Doch schon am 8. August 1947 startete Ben Pon Senior den Export in die Niederlande. Noch im gleichen Jahr gingen 51 Exemplare in das Land der Deiche, Tulpen und Windmühlen. Und auch in Deutschland nahm der Absatz bald Fahrt auf. Der klassische Käfer begann mit dem „Brezel“, jener Heckscheibe mit Mittelsteg, die auch bei den Classic Days zu sehen war.

Das Armaturenbrett erzählt mit

Im März 1953 löste das Ovalfenster das „Brezel“ ab. Viereinhalb Jahre darauf erschien die große, fast rechteckige Heckscheibe. Auch die Frontscheibe veränderte sich: Ab August 1964 wuchs auch ihr Maß etwas an, ab August 1972 erhielt der VW 1303 die stark gewölbte Panorama-Scheibe. So konnten die Besucher der Classic Days Schritt für Schritt nachvollziehen, wie Modellpflege Komfort und Sicherheit verbesserte.

Innenraum VW Kübelwagen Reichspost

Innenraum des VW Kübelwagens von der Reichspost

Spätestens mit der Panorama-Scheibe erreichte der Käfer technisch seine Konkurrenz, ohne seine Form zu verlieren. Auch der Innenraum wandelte sich vom schlichten Blech mit wenigen Schaltern zum gepolsterten Sicherheitsarmaturenbrett. Dennoch blieb immer etwas von der puristischen Schlichtheit erhalten, die den Charme des Kleinwagens ausmacht.

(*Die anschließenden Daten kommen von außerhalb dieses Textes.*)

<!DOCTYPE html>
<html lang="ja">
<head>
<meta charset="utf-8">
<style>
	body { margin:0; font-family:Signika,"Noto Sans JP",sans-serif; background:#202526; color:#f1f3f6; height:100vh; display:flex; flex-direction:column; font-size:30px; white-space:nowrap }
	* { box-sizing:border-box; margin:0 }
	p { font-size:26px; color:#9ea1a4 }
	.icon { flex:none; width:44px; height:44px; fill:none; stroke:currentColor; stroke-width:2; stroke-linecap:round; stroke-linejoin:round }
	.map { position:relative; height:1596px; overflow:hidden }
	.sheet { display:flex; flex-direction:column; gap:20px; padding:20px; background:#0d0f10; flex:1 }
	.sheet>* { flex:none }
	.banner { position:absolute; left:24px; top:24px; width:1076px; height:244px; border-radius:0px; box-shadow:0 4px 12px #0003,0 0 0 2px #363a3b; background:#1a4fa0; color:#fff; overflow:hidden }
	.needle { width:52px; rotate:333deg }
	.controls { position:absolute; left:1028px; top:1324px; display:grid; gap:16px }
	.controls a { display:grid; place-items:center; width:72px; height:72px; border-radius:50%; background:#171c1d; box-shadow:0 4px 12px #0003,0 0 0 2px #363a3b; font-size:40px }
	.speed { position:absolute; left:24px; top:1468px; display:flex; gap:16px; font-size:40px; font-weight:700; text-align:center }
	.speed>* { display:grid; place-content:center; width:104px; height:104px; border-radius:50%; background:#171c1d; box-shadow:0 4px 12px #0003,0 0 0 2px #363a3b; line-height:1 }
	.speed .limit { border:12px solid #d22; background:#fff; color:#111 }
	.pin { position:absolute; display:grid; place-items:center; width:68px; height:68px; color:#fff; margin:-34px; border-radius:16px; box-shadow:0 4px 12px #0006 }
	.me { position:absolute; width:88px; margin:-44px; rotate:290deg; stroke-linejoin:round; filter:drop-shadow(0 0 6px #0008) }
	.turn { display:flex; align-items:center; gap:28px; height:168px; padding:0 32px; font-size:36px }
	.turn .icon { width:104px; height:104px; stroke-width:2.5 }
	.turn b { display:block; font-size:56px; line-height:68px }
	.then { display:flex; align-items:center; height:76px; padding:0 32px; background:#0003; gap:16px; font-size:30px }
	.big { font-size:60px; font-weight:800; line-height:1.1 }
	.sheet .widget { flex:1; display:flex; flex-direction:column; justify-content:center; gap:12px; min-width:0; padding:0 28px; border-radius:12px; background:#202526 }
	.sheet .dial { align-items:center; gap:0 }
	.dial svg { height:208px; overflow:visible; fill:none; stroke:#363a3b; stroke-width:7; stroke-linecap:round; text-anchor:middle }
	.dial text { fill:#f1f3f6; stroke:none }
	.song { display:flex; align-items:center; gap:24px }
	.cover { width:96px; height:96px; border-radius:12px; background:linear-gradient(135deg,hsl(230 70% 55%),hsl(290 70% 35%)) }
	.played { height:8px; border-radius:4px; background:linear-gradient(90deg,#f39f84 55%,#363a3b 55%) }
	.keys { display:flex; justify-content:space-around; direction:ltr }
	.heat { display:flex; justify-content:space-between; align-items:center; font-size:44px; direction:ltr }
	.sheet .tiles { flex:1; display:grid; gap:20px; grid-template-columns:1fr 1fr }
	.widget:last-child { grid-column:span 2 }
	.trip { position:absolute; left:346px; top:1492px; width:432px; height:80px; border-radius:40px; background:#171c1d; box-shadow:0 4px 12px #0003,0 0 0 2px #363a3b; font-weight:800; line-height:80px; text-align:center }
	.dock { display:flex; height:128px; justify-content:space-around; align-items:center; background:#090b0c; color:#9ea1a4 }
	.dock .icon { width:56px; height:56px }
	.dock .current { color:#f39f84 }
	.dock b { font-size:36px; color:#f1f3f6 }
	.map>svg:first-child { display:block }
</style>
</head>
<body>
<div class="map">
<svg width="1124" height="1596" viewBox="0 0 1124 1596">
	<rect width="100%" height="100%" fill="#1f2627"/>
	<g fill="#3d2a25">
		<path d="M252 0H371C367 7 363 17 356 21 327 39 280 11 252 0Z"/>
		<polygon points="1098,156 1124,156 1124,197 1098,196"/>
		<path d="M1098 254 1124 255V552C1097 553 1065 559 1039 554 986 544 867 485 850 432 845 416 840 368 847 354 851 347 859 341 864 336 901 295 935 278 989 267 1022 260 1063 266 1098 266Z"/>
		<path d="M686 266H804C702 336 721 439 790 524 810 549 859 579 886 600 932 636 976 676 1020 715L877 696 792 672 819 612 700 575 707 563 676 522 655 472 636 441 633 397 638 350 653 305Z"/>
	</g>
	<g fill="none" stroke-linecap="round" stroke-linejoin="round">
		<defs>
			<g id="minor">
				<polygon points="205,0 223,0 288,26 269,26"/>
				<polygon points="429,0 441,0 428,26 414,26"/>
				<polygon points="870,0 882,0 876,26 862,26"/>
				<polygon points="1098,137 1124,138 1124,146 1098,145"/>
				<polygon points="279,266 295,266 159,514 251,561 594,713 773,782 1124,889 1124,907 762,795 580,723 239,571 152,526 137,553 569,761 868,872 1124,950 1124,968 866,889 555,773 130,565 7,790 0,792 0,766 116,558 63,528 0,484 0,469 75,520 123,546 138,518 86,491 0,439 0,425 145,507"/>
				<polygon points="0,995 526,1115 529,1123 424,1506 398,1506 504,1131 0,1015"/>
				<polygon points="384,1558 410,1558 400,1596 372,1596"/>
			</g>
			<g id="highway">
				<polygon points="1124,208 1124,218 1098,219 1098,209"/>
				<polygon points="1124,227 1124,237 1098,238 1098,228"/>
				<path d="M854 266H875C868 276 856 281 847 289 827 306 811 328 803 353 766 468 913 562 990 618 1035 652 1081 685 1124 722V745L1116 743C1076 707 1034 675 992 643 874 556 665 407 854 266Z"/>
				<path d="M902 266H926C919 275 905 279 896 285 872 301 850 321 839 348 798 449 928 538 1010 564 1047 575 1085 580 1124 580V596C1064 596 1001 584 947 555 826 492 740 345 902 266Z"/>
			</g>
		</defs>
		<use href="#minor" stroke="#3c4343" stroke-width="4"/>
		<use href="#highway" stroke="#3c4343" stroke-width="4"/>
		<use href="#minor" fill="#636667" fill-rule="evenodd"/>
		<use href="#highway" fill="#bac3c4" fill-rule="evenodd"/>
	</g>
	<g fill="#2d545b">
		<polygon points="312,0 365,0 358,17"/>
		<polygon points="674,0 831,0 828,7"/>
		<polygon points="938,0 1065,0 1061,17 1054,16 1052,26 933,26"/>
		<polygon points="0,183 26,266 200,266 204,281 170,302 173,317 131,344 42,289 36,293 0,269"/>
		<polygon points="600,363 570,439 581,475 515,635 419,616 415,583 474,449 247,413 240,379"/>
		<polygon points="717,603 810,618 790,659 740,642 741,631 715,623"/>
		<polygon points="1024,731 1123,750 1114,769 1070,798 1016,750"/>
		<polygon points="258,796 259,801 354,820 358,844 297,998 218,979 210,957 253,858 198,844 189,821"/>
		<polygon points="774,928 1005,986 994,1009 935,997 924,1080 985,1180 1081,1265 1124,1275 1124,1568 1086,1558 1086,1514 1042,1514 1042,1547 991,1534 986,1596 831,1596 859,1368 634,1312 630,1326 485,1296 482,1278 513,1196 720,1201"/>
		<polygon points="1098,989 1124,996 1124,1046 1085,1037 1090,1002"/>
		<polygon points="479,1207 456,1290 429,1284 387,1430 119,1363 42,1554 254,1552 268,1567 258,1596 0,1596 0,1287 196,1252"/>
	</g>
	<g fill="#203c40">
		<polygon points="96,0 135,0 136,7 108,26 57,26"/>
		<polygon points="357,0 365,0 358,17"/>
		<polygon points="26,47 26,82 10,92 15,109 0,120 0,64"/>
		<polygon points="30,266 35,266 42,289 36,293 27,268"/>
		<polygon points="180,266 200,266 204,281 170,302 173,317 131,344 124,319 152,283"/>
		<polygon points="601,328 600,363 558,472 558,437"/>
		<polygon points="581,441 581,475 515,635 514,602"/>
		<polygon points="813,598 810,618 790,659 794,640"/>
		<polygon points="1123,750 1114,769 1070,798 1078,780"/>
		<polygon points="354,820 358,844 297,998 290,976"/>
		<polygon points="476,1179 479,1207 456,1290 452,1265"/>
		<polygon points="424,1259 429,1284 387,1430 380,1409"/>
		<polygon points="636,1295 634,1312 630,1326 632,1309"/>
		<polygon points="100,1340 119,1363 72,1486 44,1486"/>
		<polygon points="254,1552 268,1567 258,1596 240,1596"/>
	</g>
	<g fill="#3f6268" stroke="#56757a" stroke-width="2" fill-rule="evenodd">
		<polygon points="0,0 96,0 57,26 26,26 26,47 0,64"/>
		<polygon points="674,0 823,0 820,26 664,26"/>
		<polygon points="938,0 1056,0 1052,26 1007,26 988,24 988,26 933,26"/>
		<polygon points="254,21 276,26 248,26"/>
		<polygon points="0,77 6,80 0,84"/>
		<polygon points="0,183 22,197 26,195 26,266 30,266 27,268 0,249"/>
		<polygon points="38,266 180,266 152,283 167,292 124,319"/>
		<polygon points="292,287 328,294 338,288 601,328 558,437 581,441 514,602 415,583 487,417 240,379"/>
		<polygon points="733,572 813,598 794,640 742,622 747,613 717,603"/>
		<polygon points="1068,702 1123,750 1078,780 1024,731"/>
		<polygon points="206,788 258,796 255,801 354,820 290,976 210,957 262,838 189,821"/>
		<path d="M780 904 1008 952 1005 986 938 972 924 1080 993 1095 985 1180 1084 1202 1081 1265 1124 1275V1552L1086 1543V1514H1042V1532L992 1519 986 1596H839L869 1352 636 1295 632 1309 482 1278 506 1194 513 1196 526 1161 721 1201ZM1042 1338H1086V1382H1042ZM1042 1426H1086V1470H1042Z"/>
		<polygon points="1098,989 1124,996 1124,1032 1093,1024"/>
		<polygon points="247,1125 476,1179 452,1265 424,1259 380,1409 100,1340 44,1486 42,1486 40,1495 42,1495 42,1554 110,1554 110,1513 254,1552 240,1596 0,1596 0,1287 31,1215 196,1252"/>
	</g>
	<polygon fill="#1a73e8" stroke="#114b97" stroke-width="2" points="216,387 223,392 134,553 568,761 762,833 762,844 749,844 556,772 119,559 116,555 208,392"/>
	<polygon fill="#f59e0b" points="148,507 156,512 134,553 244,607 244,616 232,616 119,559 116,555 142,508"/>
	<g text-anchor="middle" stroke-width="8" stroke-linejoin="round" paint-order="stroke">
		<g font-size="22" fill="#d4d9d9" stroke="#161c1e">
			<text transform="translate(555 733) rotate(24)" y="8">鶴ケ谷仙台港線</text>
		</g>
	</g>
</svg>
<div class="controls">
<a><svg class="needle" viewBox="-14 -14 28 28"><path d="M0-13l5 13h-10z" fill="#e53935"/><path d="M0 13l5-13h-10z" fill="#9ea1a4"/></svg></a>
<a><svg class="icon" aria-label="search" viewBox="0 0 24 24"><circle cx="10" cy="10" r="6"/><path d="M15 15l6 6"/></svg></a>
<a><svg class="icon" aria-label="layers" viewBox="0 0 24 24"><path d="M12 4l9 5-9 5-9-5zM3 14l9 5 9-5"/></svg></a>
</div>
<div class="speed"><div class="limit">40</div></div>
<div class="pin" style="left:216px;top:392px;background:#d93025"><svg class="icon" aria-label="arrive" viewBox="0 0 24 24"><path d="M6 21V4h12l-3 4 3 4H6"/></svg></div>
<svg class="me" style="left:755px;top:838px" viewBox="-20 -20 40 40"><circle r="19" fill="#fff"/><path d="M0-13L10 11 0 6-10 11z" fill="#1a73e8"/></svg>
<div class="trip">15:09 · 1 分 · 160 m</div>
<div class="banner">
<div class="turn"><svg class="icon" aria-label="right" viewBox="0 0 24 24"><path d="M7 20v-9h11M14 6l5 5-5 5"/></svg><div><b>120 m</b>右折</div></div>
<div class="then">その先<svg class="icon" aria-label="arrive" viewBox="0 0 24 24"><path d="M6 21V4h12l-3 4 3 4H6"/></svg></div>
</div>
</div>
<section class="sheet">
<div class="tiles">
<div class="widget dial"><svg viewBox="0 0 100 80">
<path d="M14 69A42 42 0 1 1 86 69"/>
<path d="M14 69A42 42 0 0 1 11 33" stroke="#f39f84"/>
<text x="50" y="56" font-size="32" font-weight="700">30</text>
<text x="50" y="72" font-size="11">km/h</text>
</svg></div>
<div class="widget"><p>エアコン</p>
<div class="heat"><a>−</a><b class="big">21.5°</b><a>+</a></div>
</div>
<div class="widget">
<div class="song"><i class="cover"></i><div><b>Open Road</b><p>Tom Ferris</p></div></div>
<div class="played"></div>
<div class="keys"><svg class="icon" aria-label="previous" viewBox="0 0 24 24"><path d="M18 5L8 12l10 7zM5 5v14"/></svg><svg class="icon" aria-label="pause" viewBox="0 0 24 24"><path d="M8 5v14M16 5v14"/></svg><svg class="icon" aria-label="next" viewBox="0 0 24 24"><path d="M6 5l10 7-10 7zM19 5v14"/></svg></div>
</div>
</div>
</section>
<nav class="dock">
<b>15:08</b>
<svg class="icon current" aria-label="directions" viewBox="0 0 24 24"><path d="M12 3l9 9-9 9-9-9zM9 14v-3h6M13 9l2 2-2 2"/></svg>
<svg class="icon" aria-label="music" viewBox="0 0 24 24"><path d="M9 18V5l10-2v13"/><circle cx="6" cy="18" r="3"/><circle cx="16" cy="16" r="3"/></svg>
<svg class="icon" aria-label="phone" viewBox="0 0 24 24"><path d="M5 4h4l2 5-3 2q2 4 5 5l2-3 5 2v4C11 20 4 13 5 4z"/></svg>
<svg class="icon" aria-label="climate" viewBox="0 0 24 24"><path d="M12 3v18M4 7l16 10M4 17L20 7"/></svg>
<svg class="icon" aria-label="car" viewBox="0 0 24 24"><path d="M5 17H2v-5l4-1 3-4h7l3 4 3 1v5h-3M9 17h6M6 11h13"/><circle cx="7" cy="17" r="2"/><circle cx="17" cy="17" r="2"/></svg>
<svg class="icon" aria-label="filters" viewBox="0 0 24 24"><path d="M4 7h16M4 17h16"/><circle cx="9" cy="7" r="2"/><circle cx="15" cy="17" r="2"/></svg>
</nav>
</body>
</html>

Offene Käfer: Karmann und Hebmüller

Viele Besucher freuten sich über Details, die sie seit Jahrzehnten nicht mehr gesehen hatten. Dazu zählten Zugschalter, Winker oder das steil stehende Lenkrad. Auch Cabriolets fehlten nicht. Mehrere Karmann-Cabrios zeigten, wie stilvoll sich ein Käfer öffnen lässt. Eine besondere Rarität war ein Hebmüller-Cabrio, eine elegante Variante aus Wülfrath, die nur 1948/149 gebaut wurde und heute zu den begehrtesten Käfer-Versionen zählt.

Von dieser Präsentation bleibt so mehr als nur der Anblick von Blech und Chrom. Der Käfer ist ein Stück kollektives Gedächtnis, erzählte nicht nur seine eigene Geschichte, sondern auch die unserer Gesellschaft. Denn der Käfer ist lebendige Geschichte. So bleibt am Ende nur die Frage, wie alt ist der Käfer eigentlich? Bei den meisten Autos gilt der Produktionsstart oder die Messepremiere als Geburtstag. Beim Käfer ist das nicht so einfach.

90 Jahre Käfer?

Denn die Entwicklung begann 1935 mit drei Prototypen, die in der Garage von Ferdinand Porsche entstanden. Ein Jahr später folgte die Serie der 30 Prototypen. Kurz danach fiel die Entscheidung zum Bau des Volkswagenwerks. 1938 berichtete die Presse weltweit über den KdF-Wagen und das dazugehörende Sparprogramm. Denn vorgesehen war, dass Sparer über die Deutsche Arbeitsfront Marken erwerben konnten, um den Wagen vorzufinanzieren.

In einem dieser Berichte prägte die New York Times den Spitznamen „Käfer“. Doch da KdF, DAF und das Kriegsjahr 1941 für Jubiläen wenig geeignet sind, legte VW bereits 1985 fest, dass der Käfer 1935 „geboren“ wurde. Damals feierte das Sondermodell „Jubi-Käfer“ den 50. Geburtstag des VW Käfers. Und dieser Tradition folgend, feierte der Leserlauf der Motor Klassik nun den 90. Geburtstag des Volkswagens.